Exercise goal.
Scan the entries below and give the number of lines containing "frame", with no accompanying words.

Material for the task section start

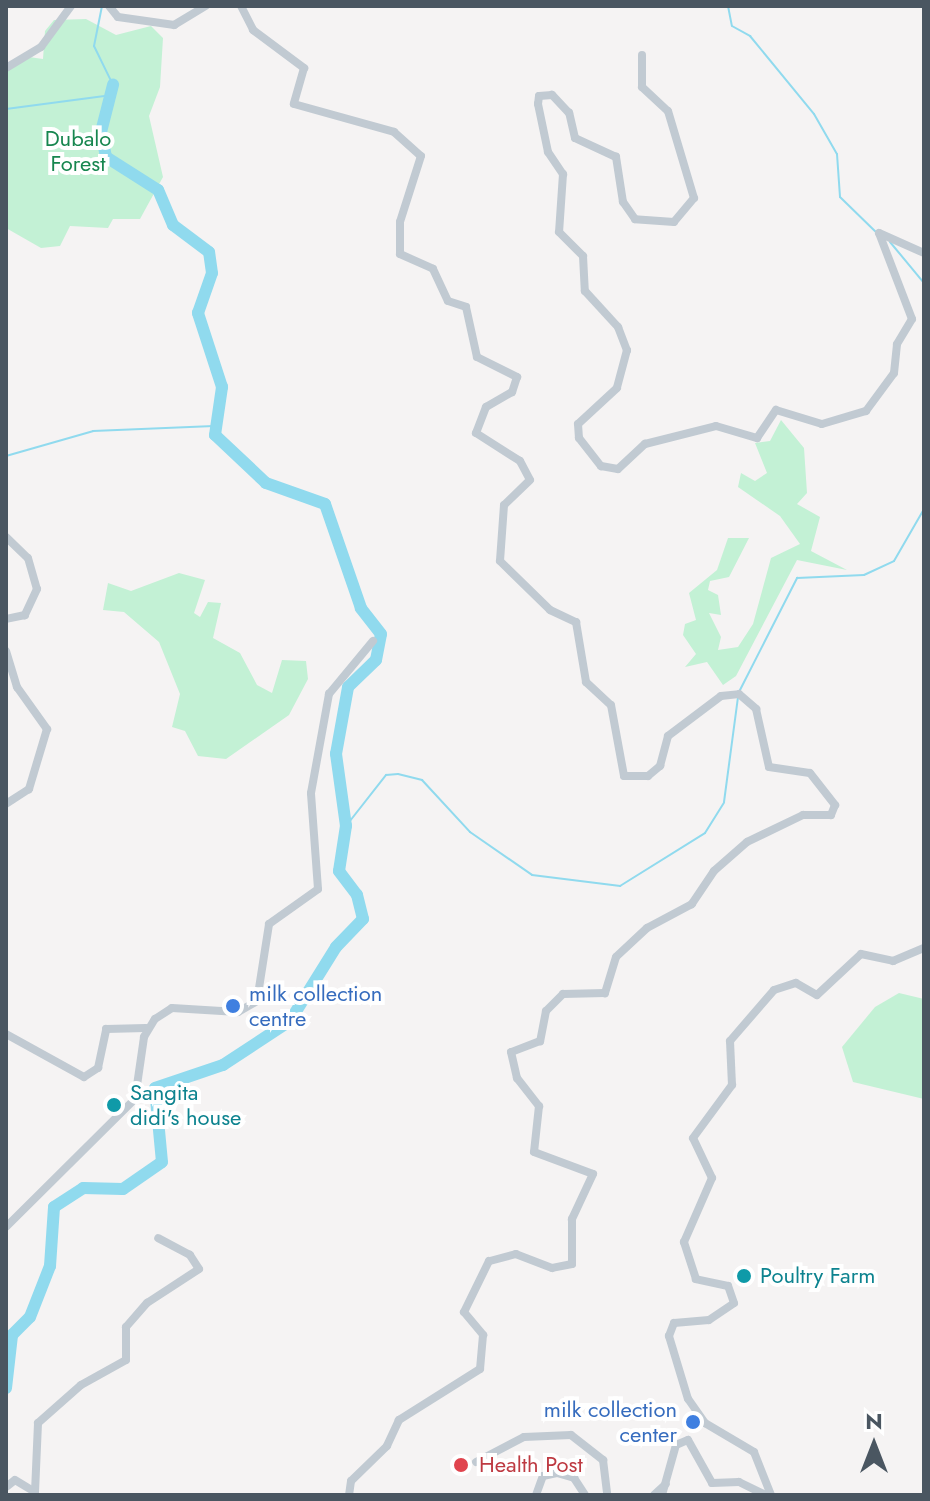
<!DOCTYPE html>
<html>
<head>
<meta charset="utf-8">
<style>
  body { margin:0 }
  #map { position:relative; width:930px; height:1501px; overflow:hidden; background:#f5f3f3; font-family:Jost,sans-serif }
  div>[style] { position:absolute }
  [style*='--x'] { left:calc(var(--x)*1px); top:calc(var(--y)*1px); width:calc(var(--w)*1px); rotate:calc(var(--a)*1deg) }
  .green>* { inset:0; background:#c3f1d5 }
  .stream>* { height:2px; margin:-1px; padding:0 1px; transform-origin:1px; border-radius:1px; background:#90daee }
  .river>* { height:12px; margin:-6px; padding:0 6px; transform-origin:6px; border-radius:6px; background:#90daee }
  .street>* { height:8px; margin:-4px; padding:0 4px; transform-origin:4px; border-radius:4px; background:#c1cad2 }
  .dots>* { width:22px; height:22px; translate:-50% -50%; box-sizing:border-box; border:4px solid #fff; border-radius:50% }
  span { translate:-50% -50%; white-space:nowrap; text-align:center; line-height:1.15; -webkit-text-stroke:8px #fff; paint-order:stroke }
  .park-label { font-size:22px; color:#17864f }
  .shop-label { font-size:22px; color:#366cbe }
  .left { translate:0 -50%; text-align:left }
  .right { translate:-100% -50%; text-align:right }
  .culture-label { font-size:22px; color:#0d838f }
  .health-label { font-size:22px; color:#be3a42 }
  .frame { position:absolute; inset:0; border:8px solid #4a5661; pointer-events:none }
  .north { position:absolute; left:834px; top:1405px; width:80px; height:80px; -webkit-text-stroke:6px #fff; paint-order:stroke; rotate:0deg; font-size:22px; font-weight:700; line-height:32px; text-align:center; color:#4a5661 }
  .north::after { content:''; display:block; margin:auto; width:28px; height:36px; background:#4a5661; clip-path:polygon(50% 0,100% 100%,50% 72%,0 100%) }
</style>
</head>
<body>
<div id="map">
  <div class="green">
    <i style="clip-path:polygon(86px 19px,116px 35px,151px 26px,163px 38px,160px 87px,149px 116px,163px 177px,140px 219px,113px 219px,108px 228px,70px 226px,60px 246px,41px 248px,6px 228px,6px 71px,29px 57px,43px 59px,45px 31px,54px 20px)"></i>
    <i style="clip-path:polygon(781px 420px,804px 448px,807px 493px,797px 504px,820px 517px,811px 551px,847px 570px,797px 560px,736px 676px,723px 685px,707px 662px,685px 667px,696px 654px,683px 635px,685px 624px,696px 620px,689px 593px,717px 570px,728px 538px,749px 538px,729px 577px,710px 581px,708px 590px,718px 595px,721px 615px,709px 613px,721px 637px,718px 650px,738px 647px,753px 624px,771px 558px,800px 544px,780px 516px,738px 487px,741px 473px,755px 481px,767px 473px,755px 443px,770px 441px)"></i>
    <i style="clip-path:polygon(179px 573px,205px 580px,194px 613px,200px 617px,208px 602px,221px 603px,213px 638px,240px 653px,257px 685px,272px 693px,282px 660px,306px 661px,308px 679px,289px 715px,226px 759px,198px 756px,185px 731px,172px 727px,180px 694px,159px 642px,124px 612px,103px 610px,108px 583px,131px 591px)"></i>
    <i style="clip-path:polygon(899px 993px,924px 999px,924px 1099px,853px 1082px,842px 1047px,875px 1007px)"></i>
  </div>
  <div class="stream">
    <i style="--x:102;--y:6;--w:41;--a:101.3"></i>
    <i style="--x:94;--y:46;--w:43;--a:64"></i>
    <i style="--x:728;--y:6;--w:20;--a:79"></i>
    <i style="--x:732;--y:26;--w:21;--a:29"></i>
    <i style="--x:750;--y:36;--w:101;--a:50.6"></i>
    <i style="--x:814;--y:114;--w:46;--a:60.1"></i>
    <i style="--x:837;--y:154;--w:43;--a:86"></i>
    <i style="--x:840;--y:197;--w:49;--a:44.2"></i>
    <i style="--x:6;--y:109;--w:107;--a:-7.5"></i>
    <i style="--x:890;--y:242;--w:53;--a:50.3"></i>
    <i style="--x:6;--y:456;--w:91;--a:-16"></i>
    <i style="--x:93;--y:431;--w:121;--a:-2.4"></i>
    <i style="--x:740;--y:690;--w:126;--a:-63"></i>
    <i style="--x:797;--y:578;--w:67;--a:-2.6"></i>
    <i style="--x:864;--y:575;--w:33;--a:-25"></i>
    <i style="--x:894;--y:561;--w:60;--a:-60"></i>
    <i style="--x:346;--y:826;--w:65;--a:-51.9"></i>
    <i style="--x:386;--y:775;--w:12;--a:-5"></i>
    <i style="--x:398;--y:774;--w:25;--a:14"></i>
    <i style="--x:422;--y:780;--w:71;--a:47.3"></i>
    <i style="--x:470;--y:832;--w:75;--a:34.7"></i>
    <i style="--x:532;--y:875;--w:89;--a:7.1"></i>
    <i style="--x:620;--y:886;--w:100;--a:-31.9"></i>
    <i style="--x:705;--y:833;--w:36;--a:-58"></i>
    <i style="--x:724;--y:802;--w:106;--a:-82.4"></i>
  </div>
  <div class="river">
    <i style="--x:6;--y:1388;--w:53;--a:-83.5"></i>
    <i style="--x:12;--y:1335;--w:25;--a:-45"></i>
    <i style="--x:30;--y:1317;--w:55;--a:-68.6"></i>
    <i style="--x:50;--y:1266;--w:59;--a:-86.1"></i>
    <i style="--x:54;--y:1207;--w:35;--a:-33"></i>
    <i style="--x:83;--y:1188;--w:40;--a:1.4"></i>
    <i style="--x:123;--y:1189;--w:47;--a:-34.7"></i>
    <i style="--x:162;--y:1162;--w:74;--a:-95.4"></i>
    <i style="--x:155;--y:1088;--w:72;--a:-18.7"></i>
    <i style="--x:223;--y:1065;--w:80;--a:-33.3"></i>
    <i style="--x:290;--y:1021;--w:87;--a:-58.1"></i>
    <i style="--x:336;--y:947;--w:39;--a:-46"></i>
    <i style="--x:363;--y:919;--w:25;--a:-104"></i>
    <i style="--x:357;--y:895;--w:30;--a:-127"></i>
    <i style="--x:339;--y:871;--w:46;--a:-81.2"></i>
    <i style="--x:346;--y:826;--w:73;--a:-97.9"></i>
    <i style="--x:336;--y:754;--w:68;--a:-79.8"></i>
    <i style="--x:348;--y:687;--w:39;--a:-44"></i>
    <i style="--x:376;--y:660;--w:26;--a:-79"></i>
    <i style="--x:381;--y:634;--w:33;--a:-128"></i>
    <i style="--x:361;--y:608;--w:110;--a:-109.1"></i>
    <i style="--x:325;--y:504;--w:63;--a:-160.4"></i>
    <i style="--x:266;--y:483;--w:70;--a:-136.7"></i>
    <i style="--x:215;--y:435;--w:49;--a:-81.7"></i>
    <i style="--x:222;--y:387;--w:78;--a:-108"></i>
    <i style="--x:198;--y:313;--w:42;--a:-70.7"></i>
    <i style="--x:212;--y:273;--w:21;--a:-98"></i>
    <i style="--x:209;--y:252;--w:45;--a:-143.1"></i>
    <i style="--x:173;--y:225;--w:38;--a:-113"></i>
    <i style="--x:158;--y:190;--w:62;--a:-147.6"></i>
    <i style="--x:106;--y:157;--w:25;--a:-101"></i>
    <i style="--x:101;--y:132;--w:49;--a:-75.7"></i>
  </div>
  <div class="street">
    <i style="--x:109;--y:6;--w:14;--a:51"></i>
    <i style="--x:118;--y:17;--w:57;--a:8.1"></i>
    <i style="--x:174;--y:25;--w:37;--a:-31"></i>
    <i style="--x:241;--y:6;--w:27;--a:63"></i>
    <i style="--x:253;--y:30;--w:64;--a:36.7"></i>
    <i style="--x:304;--y:68;--w:37;--a:106"></i>
    <i style="--x:294;--y:104;--w:104;--a:15.6"></i>
    <i style="--x:394;--y:132;--w:36;--a:42"></i>
    <i style="--x:421;--y:156;--w:69;--a:107.7"></i>
    <i style="--x:400;--y:222;--w:32;--a:90"></i>
    <i style="--x:400;--y:254;--w:36;--a:24"></i>
    <i style="--x:433;--y:269;--w:35;--a:65"></i>
    <i style="--x:448;--y:301;--w:19;--a:18"></i>
    <i style="--x:466;--y:307;--w:51;--a:77.6"></i>
    <i style="--x:477;--y:357;--w:45;--a:26.6"></i>
    <i style="--x:517;--y:377;--w:16;--a:108"></i>
    <i style="--x:512;--y:392;--w:30;--a:150"></i>
    <i style="--x:486;--y:407;--w:28;--a:111"></i>
    <i style="--x:476;--y:433;--w:52;--a:32.5"></i>
    <i style="--x:520;--y:461;--w:21;--a:62"></i>
    <i style="--x:530;--y:480;--w:36;--a:136"></i>
    <i style="--x:504;--y:505;--w:56;--a:94.1"></i>
    <i style="--x:500;--y:561;--w:70;--a:44.4"></i>
    <i style="--x:550;--y:610;--w:29;--a:25"></i>
    <i style="--x:576;--y:622;--w:61;--a:80.5"></i>
    <i style="--x:586;--y:682;--w:34;--a:43"></i>
    <i style="--x:611;--y:705;--w:72;--a:79.6"></i>
    <i style="--x:624;--y:776;--w:24;--a:0"></i>
    <i style="--x:648;--y:776;--w:16;--a:-40"></i>
    <i style="--x:660;--y:766;--w:31;--a:-75"></i>
    <i style="--x:668;--y:736;--w:66;--a:-37"></i>
    <i style="--x:721;--y:696;--w:18;--a:-6"></i>
    <i style="--x:739;--y:694;--w:23;--a:41"></i>
    <i style="--x:756;--y:709;--w:59;--a:77.4"></i>
    <i style="--x:769;--y:767;--w:41;--a:8.3"></i>
    <i style="--x:810;--y:773;--w:41;--a:52"></i>
    <i style="--x:835;--y:805;--w:11;--a:112"></i>
    <i style="--x:831;--y:815;--w:28;--a:180"></i>
    <i style="--x:803;--y:815;--w:62;--a:154.3"></i>
    <i style="--x:747;--y:842;--w:44;--a:138.7"></i>
    <i style="--x:714;--y:871;--w:40;--a:124"></i>
    <i style="--x:692;--y:904;--w:51;--a:151.9"></i>
    <i style="--x:647;--y:928;--w:42;--a:136.9"></i>
    <i style="--x:616;--y:957;--w:38;--a:107"></i>
    <i style="--x:605;--y:993;--w:42;--a:178.6"></i>
    <i style="--x:563;--y:994;--w:24;--a:135"></i>
    <i style="--x:546;--y:1011;--w:31;--a:101"></i>
    <i style="--x:540;--y:1041;--w:31;--a:159"></i>
    <i style="--x:511;--y:1052;--w:27;--a:77"></i>
    <i style="--x:517;--y:1078;--w:36;--a:52"></i>
    <i style="--x:539;--y:1106;--w:46;--a:96.2"></i>
    <i style="--x:534;--y:1152;--w:63;--a:20.4"></i>
    <i style="--x:593;--y:1174;--w:50;--a:115"></i>
    <i style="--x:572;--y:1219;--w:45;--a:90"></i>
    <i style="--x:572;--y:1264;--w:20;--a:169"></i>
    <i style="--x:552;--y:1268;--w:39;--a:-159"></i>
    <i style="--x:516;--y:1254;--w:28;--a:165"></i>
    <i style="--x:489;--y:1261;--w:57;--a:116.1"></i>
    <i style="--x:464;--y:1312;--w:30;--a:50"></i>
    <i style="--x:483;--y:1335;--w:34;--a:95"></i>
    <i style="--x:480;--y:1369;--w:96;--a:147.8"></i>
    <i style="--x:399;--y:1420;--w:29;--a:115"></i>
    <i style="--x:387;--y:1446;--w:50;--a:135.8"></i>
    <i style="--x:351;--y:1481;--w:14;--a:98"></i>
    <i style="--x:642;--y:55;--w:32;--a:90"></i>
    <i style="--x:642;--y:87;--w:35;--a:43"></i>
    <i style="--x:668;--y:111;--w:91;--a:73.4"></i>
    <i style="--x:694;--y:198;--w:31;--a:130"></i>
    <i style="--x:674;--y:222;--w:39;--a:-176"></i>
    <i style="--x:635;--y:219;--w:21;--a:-125"></i>
    <i style="--x:623;--y:202;--w:46;--a:-98.8"></i>
    <i style="--x:616;--y:157;--w:45;--a:-155.1"></i>
    <i style="--x:575;--y:138;--w:26;--a:-103"></i>
    <i style="--x:569;--y:113;--w:25;--a:-133"></i>
    <i style="--x:552;--y:95;--w:13;--a:176"></i>
    <i style="--x:539;--y:96;--w:8;--a:97"></i>
    <i style="--x:538;--y:104;--w:49;--a:78.2"></i>
    <i style="--x:548;--y:152;--w:27;--a:56"></i>
    <i style="--x:563;--y:174;--w:58;--a:93.9"></i>
    <i style="--x:559;--y:232;--w:34;--a:45"></i>
    <i style="--x:583;--y:256;--w:35;--a:87"></i>
    <i style="--x:585;--y:291;--w:49;--a:47.5"></i>
    <i style="--x:618;--y:327;--w:25;--a:69"></i>
    <i style="--x:627;--y:350;--w:39;--a:105"></i>
    <i style="--x:617;--y:388;--w:53;--a:137.3"></i>
    <i style="--x:578;--y:424;--w:14;--a:86"></i>
    <i style="--x:579;--y:438;--w:36;--a:52"></i>
    <i style="--x:601;--y:466;--w:17;--a:10"></i>
    <i style="--x:618;--y:469;--w:37;--a:-43"></i>
    <i style="--x:645;--y:444;--w:73;--a:-14.2"></i>
    <i style="--x:716;--y:426;--w:43;--a:16.3"></i>
    <i style="--x:757;--y:438;--w:34;--a:-56"></i>
    <i style="--x:776;--y:410;--w:48;--a:16.9"></i>
    <i style="--x:822;--y:424;--w:46;--a:-16.5"></i>
    <i style="--x:866;--y:411;--w:47;--a:-53.6"></i>
    <i style="--x:894;--y:373;--w:29;--a:-84"></i>
    <i style="--x:897;--y:344;--w:29;--a:-59"></i>
    <i style="--x:912;--y:319;--w:92;--a:-111"></i>
    <i style="--x:879;--y:233;--w:49;--a:24"></i>
    <i style="--x:6;--y:68;--w:41;--a:-31"></i>
    <i style="--x:41;--y:47;--w:51;--a:-53.8"></i>
    <i style="--x:6;--y:537;--w:30;--a:44"></i>
    <i style="--x:28;--y:558;--w:32;--a:74"></i>
    <i style="--x:37;--y:589;--w:29;--a:115"></i>
    <i style="--x:25;--y:615;--w:19;--a:168"></i>
    <i style="--x:6;--y:651;--w:38;--a:73"></i>
    <i style="--x:17;--y:687;--w:52;--a:54.5"></i>
    <i style="--x:47;--y:729;--w:63;--a:106.7"></i>
    <i style="--x:29;--y:789;--w:27;--a:147"></i>
    <i style="--x:6;--y:1034;--w:89;--a:28.9"></i>
    <i style="--x:84;--y:1077;--w:17;--a:-33"></i>
    <i style="--x:98;--y:1068;--w:40;--a:-78"></i>
    <i style="--x:106;--y:1029;--w:40;--a:-1.4"></i>
    <i style="--x:6;--y:1227;--w:182;--a:-44.8"></i>
    <i style="--x:135;--y:1099;--w:63;--a:-81.7"></i>
    <i style="--x:144;--y:1037;--w:21;--a:-59"></i>
    <i style="--x:155;--y:1019;--w:20;--a:-33"></i>
    <i style="--x:172;--y:1008;--w:66;--a:3.5"></i>
    <i style="--x:238;--y:1012;--w:22;--a:-30"></i>
    <i style="--x:257;--y:1001;--w:78;--a:-81.1"></i>
    <i style="--x:269;--y:924;--w:60;--a:-35.5"></i>
    <i style="--x:318;--y:889;--w:96;--a:-94.2"></i>
    <i style="--x:311;--y:793;--w:101;--a:-79.7"></i>
    <i style="--x:329;--y:694;--w:69;--a:-50.3"></i>
    <i style="--x:476;--y:1462;--w:54;--a:-27.5"></i>
    <i style="--x:524;--y:1437;--w:47;--a:-2.4"></i>
    <i style="--x:571;--y:1435;--w:41;--a:38"></i>
    <i style="--x:603;--y:1460;--w:35;--a:83"></i>
    <i style="--x:6;--y:1487;--w:11;--a:-38"></i>
    <i style="--x:15;--y:1480;--w:23;--a:31"></i>
    <i style="--x:35;--y:1492;--w:69;--a:-87.5"></i>
    <i style="--x:38;--y:1423;--w:57;--a:-41.5"></i>
    <i style="--x:81;--y:1385;--w:51;--a:-29.1"></i>
    <i style="--x:126;--y:1360;--w:33;--a:-90"></i>
    <i style="--x:126;--y:1327;--w:32;--a:-49"></i>
    <i style="--x:147;--y:1303;--w:62;--a:-33.2"></i>
    <i style="--x:199;--y:1269;--w:17;--a:-123"></i>
    <i style="--x:190;--y:1255;--w:36;--a:-152"></i>
    <i style="--x:536;--y:1495;--w:20;--a:-70"></i>
    <i style="--x:543;--y:1476;--w:14;--a:-12"></i>
    <i style="--x:557;--y:1473;--w:18;--a:16"></i>
    <i style="--x:574;--y:1478;--w:20;--a:57"></i>
    <i style="--x:654;--y:1495;--w:16;--a:-43"></i>
    <i style="--x:662;--y:1495;--w:52;--a:-74.4"></i>
    <i style="--x:676;--y:1445;--w:13;--a:-23"></i>
    <i style="--x:688;--y:1440;--w:49;--a:60.8"></i>
    <i style="--x:712;--y:1483;--w:27;--a:-2"></i>
    <i style="--x:739;--y:1482;--w:30;--a:26"></i>
    <i style="--x:771;--y:1495;--w:46;--a:-111.6"></i>
    <i style="--x:754;--y:1452;--w:57;--a:-149.4"></i>
    <i style="--x:705;--y:1423;--w:29;--a:-125"></i>
    <i style="--x:688;--y:1399;--w:66;--a:-106.8"></i>
    <i style="--x:669;--y:1336;--w:14;--a:-69"></i>
    <i style="--x:674;--y:1323;--w:35;--a:-5"></i>
    <i style="--x:709;--y:1320;--w:30;--a:-34"></i>
    <i style="--x:734;--y:1303;--w:18;--a:-109"></i>
    <i style="--x:728;--y:1286;--w:33;--a:-168"></i>
    <i style="--x:696;--y:1279;--w:39;--a:-108"></i>
    <i style="--x:684;--y:1242;--w:70;--a:-66.4"></i>
    <i style="--x:712;--y:1178;--w:44;--a:-115.4"></i>
    <i style="--x:693;--y:1138;--w:66;--a:-53.7"></i>
    <i style="--x:732;--y:1085;--w:44;--a:-92.6"></i>
    <i style="--x:730;--y:1041;--w:67;--a:-49.2"></i>
    <i style="--x:774;--y:990;--w:23;--a:-18"></i>
    <i style="--x:796;--y:983;--w:24;--a:30"></i>
    <i style="--x:817;--y:995;--w:60;--a:-43"></i>
    <i style="--x:861;--y:954;--w:33;--a:12"></i>
    <i style="--x:893;--y:961;--w:34;--a:-23"></i>
  </div>
  <div class="dots">
    <i style="left:233px;top:1006px;background:#3f7fe0"></i>
    <i style="left:114px;top:1105px;background:#0f9aa8"></i>
    <i style="left:744px;top:1276px;background:#0f9aa8"></i>
    <i style="left:693px;top:1422px;background:#3f7fe0"></i>
    <i style="left:461px;top:1465px;background:#e0444e"></i>
  </div>
  <div class="park-label">
    <span style="left:78px;top:151px">Dubalo<br>Forest</span>
  </div>
  <div class="shop-label">
    <span class="left" style="left:249px;top:1006px">milk collection<br>centre</span>
    <span class="right" style="left:677px;top:1422px">milk collection<br>center</span>
  </div>
  <div class="culture-label">
    <span class="left" style="left:130px;top:1105px">Sangita<br>didi's house</span>
    <span class="left" style="left:760px;top:1276px">Poultry Farm</span>
  </div>
  <div class="health-label">
    <span class="left" style="left:479px;top:1465px">Health Post</span>
  </div>
  <div class="frame"></div>
  <div class="north">N</div>
</div>
</body>
</html>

Material for the task section end

Written solution.
2